Config error handling updates #74

RRosio · 2025-02-03T08:24:09Z

Improved config file validation
More robust error handling for configuration file creation/parsing errors
- Improved logging and propagation of errors
Tests for config file errors

martindurant

Meta comment: I think the file-manager class should not feel like an API handler, but like a normal python class. I mean, it should allow exceptions to propegate back instead of returning {"success": True, ... JSON like results. Those are appropriate for returning to a REST client, but not for calling from other python code.

Instead, the handle_exception I would code as a context manager so that it appears only in the handler class.

with handle_exception(default_response=...):
    self.file_manager.do_operation(...)

In fact, the default response is always "failed", so no need to keep writing that out.

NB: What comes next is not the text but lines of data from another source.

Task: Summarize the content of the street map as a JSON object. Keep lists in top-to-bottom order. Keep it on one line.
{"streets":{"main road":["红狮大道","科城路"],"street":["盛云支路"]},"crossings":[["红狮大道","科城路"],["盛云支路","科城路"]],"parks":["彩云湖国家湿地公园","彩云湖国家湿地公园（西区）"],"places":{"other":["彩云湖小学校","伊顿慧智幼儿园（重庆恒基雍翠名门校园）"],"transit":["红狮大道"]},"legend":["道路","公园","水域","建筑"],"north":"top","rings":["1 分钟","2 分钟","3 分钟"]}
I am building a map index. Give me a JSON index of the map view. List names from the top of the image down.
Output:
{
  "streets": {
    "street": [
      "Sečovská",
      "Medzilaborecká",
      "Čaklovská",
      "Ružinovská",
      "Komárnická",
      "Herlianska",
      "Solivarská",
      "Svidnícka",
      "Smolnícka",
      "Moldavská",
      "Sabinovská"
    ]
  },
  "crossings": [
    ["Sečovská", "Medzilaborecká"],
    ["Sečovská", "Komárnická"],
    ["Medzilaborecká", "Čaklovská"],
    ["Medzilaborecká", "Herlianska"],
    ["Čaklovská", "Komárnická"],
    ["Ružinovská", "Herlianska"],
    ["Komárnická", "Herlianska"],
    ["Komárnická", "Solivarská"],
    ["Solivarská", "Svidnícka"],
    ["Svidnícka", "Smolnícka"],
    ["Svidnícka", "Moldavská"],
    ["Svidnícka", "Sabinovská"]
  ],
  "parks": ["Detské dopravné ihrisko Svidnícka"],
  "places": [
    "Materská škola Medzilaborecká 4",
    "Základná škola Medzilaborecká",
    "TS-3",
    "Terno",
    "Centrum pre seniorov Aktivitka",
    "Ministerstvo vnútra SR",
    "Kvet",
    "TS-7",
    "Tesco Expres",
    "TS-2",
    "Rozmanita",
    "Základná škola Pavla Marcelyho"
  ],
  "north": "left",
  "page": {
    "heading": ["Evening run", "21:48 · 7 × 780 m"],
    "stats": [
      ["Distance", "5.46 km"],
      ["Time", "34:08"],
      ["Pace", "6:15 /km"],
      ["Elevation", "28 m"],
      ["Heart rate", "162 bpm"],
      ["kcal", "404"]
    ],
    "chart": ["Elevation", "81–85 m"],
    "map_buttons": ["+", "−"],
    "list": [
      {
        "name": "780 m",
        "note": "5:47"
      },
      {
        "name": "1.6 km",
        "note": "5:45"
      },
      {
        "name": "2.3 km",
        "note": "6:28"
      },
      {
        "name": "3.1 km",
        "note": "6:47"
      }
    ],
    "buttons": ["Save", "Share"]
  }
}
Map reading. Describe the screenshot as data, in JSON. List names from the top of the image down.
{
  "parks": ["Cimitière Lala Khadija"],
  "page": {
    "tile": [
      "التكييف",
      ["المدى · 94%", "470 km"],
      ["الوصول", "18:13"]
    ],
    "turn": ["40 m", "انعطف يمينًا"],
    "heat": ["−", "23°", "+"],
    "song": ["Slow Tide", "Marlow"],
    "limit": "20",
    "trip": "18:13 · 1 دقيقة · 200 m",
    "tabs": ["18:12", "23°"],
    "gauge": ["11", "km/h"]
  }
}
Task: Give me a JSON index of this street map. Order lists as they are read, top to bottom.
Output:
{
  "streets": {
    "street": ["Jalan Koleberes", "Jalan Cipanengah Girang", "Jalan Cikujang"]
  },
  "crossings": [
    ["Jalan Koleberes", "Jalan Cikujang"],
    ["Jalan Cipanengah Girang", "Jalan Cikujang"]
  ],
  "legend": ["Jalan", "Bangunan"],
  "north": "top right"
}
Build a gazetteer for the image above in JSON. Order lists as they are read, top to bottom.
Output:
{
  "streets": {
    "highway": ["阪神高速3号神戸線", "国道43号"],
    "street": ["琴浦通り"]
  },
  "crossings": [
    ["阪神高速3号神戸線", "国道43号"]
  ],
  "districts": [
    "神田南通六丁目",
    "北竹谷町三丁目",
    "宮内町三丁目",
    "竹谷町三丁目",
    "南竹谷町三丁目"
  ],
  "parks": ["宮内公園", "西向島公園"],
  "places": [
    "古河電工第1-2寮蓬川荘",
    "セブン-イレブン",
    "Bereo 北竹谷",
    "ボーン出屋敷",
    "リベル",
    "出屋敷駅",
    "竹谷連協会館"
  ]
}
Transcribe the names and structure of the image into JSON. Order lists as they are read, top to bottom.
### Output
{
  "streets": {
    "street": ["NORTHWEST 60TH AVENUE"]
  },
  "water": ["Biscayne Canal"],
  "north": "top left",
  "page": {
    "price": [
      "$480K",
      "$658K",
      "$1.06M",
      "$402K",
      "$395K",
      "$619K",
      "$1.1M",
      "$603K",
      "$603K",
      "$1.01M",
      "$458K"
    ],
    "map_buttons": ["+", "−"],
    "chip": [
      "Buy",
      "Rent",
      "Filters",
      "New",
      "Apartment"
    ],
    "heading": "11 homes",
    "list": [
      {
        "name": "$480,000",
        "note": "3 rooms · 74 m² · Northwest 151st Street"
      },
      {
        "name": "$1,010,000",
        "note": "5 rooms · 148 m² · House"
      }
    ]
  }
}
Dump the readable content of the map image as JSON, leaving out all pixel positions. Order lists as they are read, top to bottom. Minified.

Furthermore, there is an argument that more information about the exception should be returned to the client, for the future case that the client is some python process (or actually a useful message that might be shown to the user in the jlab UI).

martindurant · 2025-02-03T15:44:19Z

jupyter_fsspec/file_manager.py

+
+class Config(BaseModel):
+    sources: List[Source]
+


Suggest logging level to be added here, maybe in a future PR.

martindurant · 2025-02-03T15:48:51Z

jupyter_fsspec/file_manager.py

+        config = self.config
+
+        if config == {}:
+            self.filesystems = new_filesystems


This block is not necessary. If config is empty, we'll simply not run the loop below.

jupyter_fsspec/file_manager.py

martindurant · 2025-02-03T15:59:40Z

jupyter_fsspec/handlers.py

+            config = self.fs_manager.check_reload_config()
+
+            if (
+                not config.get("operation_success")


This repeats the "did it work?" flow from the manager (lower exception), makes an exception with you then immediately catch and reraise with with original error message. I would say that exceptions are supposed to do this job without the repeated try levels.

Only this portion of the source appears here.